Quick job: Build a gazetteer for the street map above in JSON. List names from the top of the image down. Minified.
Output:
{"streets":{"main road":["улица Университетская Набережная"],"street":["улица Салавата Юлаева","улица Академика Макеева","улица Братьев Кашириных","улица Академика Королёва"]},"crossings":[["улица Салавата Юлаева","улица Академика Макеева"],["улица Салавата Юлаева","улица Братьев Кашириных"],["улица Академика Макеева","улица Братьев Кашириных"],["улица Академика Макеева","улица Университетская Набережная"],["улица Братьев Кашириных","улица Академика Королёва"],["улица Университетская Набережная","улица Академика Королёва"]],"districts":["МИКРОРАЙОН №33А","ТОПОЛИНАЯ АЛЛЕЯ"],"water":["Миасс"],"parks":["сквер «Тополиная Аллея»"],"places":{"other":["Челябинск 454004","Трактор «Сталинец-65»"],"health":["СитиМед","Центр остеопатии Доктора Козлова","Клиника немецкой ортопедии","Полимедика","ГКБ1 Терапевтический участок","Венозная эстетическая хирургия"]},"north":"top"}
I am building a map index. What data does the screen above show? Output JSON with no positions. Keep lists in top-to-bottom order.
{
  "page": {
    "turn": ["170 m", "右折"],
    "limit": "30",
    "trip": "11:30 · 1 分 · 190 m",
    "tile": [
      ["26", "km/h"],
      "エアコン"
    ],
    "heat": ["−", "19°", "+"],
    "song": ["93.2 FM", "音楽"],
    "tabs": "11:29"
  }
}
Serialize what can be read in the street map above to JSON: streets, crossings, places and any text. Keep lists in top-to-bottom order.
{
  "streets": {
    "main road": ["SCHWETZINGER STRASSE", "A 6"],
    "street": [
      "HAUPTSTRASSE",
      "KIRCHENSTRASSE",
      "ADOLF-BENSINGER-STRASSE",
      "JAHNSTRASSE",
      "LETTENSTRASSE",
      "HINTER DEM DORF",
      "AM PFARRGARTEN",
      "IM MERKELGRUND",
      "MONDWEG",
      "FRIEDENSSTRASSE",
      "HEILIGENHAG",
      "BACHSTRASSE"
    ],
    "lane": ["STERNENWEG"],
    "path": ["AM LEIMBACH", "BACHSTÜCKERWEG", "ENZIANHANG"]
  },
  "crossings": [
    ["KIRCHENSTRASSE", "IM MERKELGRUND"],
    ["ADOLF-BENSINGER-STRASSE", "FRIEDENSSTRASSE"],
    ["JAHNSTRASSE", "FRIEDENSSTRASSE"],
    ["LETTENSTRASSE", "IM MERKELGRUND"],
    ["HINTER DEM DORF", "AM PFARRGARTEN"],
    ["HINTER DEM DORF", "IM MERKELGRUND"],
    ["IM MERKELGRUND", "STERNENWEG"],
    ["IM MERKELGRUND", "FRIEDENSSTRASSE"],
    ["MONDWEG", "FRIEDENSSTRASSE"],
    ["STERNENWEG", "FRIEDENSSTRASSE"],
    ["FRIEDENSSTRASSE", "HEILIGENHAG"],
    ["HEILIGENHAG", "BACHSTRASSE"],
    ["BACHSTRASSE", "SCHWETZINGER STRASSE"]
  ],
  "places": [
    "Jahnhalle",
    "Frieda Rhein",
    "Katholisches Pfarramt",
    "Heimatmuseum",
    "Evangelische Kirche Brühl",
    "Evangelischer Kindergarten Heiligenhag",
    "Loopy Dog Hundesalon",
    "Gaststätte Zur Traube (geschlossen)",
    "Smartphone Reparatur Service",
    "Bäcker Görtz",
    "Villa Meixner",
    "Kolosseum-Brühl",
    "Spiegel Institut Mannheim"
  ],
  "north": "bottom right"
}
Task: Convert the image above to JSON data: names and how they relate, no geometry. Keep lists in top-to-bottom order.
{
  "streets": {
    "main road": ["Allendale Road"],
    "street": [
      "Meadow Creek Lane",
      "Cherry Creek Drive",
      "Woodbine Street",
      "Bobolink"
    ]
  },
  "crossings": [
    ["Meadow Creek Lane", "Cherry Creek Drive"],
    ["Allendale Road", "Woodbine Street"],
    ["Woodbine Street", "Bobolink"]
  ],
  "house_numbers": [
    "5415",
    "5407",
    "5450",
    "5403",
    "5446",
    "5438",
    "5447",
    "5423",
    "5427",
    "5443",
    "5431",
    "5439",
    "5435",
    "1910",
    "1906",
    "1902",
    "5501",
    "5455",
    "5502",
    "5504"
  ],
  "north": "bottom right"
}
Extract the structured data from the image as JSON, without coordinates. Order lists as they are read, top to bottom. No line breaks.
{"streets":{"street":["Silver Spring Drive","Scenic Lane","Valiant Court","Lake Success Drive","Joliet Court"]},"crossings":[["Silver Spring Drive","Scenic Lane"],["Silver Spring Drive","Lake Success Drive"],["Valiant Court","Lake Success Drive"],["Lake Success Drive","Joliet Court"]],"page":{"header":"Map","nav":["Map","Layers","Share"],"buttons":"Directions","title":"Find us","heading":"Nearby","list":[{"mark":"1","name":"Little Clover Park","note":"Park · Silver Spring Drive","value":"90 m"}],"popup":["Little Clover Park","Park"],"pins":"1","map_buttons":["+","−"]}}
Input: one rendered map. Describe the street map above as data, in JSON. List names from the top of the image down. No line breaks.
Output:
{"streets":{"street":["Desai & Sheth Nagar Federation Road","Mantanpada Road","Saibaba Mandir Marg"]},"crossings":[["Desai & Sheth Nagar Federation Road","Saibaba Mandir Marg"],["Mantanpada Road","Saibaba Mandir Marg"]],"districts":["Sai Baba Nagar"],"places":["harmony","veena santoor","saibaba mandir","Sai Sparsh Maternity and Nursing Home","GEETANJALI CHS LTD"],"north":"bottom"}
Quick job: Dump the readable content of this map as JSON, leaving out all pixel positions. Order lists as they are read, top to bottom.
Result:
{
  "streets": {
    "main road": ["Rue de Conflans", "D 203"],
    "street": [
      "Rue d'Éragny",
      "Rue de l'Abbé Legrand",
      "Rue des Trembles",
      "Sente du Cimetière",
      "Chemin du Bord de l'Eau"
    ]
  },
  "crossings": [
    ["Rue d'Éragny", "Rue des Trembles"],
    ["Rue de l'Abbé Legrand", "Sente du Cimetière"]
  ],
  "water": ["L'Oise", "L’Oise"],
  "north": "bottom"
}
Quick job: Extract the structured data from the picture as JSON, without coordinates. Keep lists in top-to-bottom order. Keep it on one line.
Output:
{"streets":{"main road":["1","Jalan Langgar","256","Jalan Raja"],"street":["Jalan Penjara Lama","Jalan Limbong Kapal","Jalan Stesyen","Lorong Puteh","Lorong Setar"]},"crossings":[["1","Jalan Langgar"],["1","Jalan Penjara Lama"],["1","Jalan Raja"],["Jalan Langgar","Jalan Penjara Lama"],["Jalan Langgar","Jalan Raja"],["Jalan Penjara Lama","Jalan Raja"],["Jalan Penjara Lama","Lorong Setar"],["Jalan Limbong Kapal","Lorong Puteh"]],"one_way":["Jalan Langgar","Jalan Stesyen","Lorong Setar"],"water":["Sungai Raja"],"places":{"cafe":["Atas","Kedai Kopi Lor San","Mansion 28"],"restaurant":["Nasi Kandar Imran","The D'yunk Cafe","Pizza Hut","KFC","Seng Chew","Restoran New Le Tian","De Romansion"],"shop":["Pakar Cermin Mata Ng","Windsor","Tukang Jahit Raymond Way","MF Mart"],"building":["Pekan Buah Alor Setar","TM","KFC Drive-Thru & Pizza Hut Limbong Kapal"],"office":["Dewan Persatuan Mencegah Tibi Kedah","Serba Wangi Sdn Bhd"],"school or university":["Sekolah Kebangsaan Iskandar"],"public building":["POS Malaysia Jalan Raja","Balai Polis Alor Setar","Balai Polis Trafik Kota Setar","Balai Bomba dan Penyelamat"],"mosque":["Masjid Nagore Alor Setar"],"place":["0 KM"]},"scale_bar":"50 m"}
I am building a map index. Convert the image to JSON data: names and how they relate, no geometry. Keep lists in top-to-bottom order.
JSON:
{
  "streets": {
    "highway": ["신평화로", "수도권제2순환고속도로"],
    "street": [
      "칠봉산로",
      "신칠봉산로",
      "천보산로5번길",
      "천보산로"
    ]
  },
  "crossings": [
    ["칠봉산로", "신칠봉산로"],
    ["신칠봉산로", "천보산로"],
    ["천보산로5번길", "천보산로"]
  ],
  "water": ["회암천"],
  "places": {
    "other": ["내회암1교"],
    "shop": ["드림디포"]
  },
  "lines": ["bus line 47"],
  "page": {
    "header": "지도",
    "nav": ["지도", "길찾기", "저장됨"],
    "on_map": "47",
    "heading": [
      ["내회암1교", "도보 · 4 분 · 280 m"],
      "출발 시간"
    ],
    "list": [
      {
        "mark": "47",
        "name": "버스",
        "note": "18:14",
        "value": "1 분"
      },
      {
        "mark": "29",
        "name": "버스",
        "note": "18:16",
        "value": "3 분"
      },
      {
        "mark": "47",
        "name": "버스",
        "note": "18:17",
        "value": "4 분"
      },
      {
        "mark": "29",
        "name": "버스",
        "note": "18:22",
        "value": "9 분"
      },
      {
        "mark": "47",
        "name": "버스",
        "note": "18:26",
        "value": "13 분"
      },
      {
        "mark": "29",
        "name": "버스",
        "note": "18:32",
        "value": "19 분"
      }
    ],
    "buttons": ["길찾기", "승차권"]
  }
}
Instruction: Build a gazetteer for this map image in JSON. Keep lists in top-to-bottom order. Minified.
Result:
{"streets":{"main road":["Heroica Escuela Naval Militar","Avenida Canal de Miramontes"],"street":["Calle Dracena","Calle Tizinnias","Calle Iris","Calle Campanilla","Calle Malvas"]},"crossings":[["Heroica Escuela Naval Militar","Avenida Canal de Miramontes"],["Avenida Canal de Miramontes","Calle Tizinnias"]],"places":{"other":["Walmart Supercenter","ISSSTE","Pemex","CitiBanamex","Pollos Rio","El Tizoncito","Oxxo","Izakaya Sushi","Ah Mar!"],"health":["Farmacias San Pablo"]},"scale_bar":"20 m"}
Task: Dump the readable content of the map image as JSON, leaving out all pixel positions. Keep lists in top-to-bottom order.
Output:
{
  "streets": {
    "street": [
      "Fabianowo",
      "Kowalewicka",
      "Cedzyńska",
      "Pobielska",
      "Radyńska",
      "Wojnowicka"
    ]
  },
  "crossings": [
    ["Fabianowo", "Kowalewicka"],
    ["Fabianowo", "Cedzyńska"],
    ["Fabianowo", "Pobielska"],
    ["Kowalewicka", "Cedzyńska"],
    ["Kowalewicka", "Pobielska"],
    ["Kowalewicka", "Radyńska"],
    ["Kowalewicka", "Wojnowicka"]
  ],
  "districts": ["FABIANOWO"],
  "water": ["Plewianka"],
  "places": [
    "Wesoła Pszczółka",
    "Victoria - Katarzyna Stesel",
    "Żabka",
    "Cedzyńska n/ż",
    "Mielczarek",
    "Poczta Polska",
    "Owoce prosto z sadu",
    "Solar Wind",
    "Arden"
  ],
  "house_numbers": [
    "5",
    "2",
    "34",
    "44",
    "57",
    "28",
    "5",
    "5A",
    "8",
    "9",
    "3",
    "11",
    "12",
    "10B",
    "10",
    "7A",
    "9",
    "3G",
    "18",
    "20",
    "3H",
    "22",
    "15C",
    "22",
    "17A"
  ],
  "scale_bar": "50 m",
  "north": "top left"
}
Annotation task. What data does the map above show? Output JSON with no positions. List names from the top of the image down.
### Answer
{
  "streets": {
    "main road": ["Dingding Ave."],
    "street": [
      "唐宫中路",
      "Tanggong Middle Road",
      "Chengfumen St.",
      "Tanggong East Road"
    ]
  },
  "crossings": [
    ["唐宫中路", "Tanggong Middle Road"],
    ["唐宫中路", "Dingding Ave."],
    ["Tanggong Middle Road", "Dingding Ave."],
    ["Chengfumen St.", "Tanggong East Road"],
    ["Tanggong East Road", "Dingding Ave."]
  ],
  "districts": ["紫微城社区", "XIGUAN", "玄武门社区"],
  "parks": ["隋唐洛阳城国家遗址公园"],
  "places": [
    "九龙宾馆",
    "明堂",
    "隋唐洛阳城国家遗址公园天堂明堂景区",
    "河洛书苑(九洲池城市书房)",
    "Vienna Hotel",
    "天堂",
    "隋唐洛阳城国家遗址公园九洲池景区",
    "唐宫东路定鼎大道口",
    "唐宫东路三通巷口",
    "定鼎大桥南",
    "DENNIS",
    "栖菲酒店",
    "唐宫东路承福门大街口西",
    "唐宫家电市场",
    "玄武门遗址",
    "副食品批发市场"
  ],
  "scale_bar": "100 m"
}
******************************
* **TASK DIRECTIONS**: Each line of the data in which the string "lists" appears needs to be copied.

* **SOLUTION FOR THIS TASK**:
I am building a map index. What data does the screen above show? Output JSON with no positions. Keep lists in top-to-bottom order.
Serialize what can be read in the street map above to JSON: streets, crossings, places and any text. Keep lists in top-to-bottom order.
Task: Convert the image above to JSON data: names and how they relate, no geometry. Keep lists in top-to-bottom order.
Extract the structured data from the image as JSON, without coordinates. Order lists as they are read, top to bottom. No line breaks.
Quick job: Dump the readable content of this map as JSON, leaving out all pixel positions. Order lists as they are read, top to bottom.
Quick job: Extract the structured data from the picture as JSON, without coordinates. Keep lists in top-to-bottom order. Keep it on one line.
I am building a map index. Convert the image to JSON data: names and how they relate, no geometry. Keep lists in top-to-bottom order.
Instruction: Build a gazetteer for this map image in JSON. Keep lists in top-to-bottom order. Minified.
Task: Dump the readable content of the map image as JSON, leaving out all pixel positions. Keep lists in top-to-bottom order.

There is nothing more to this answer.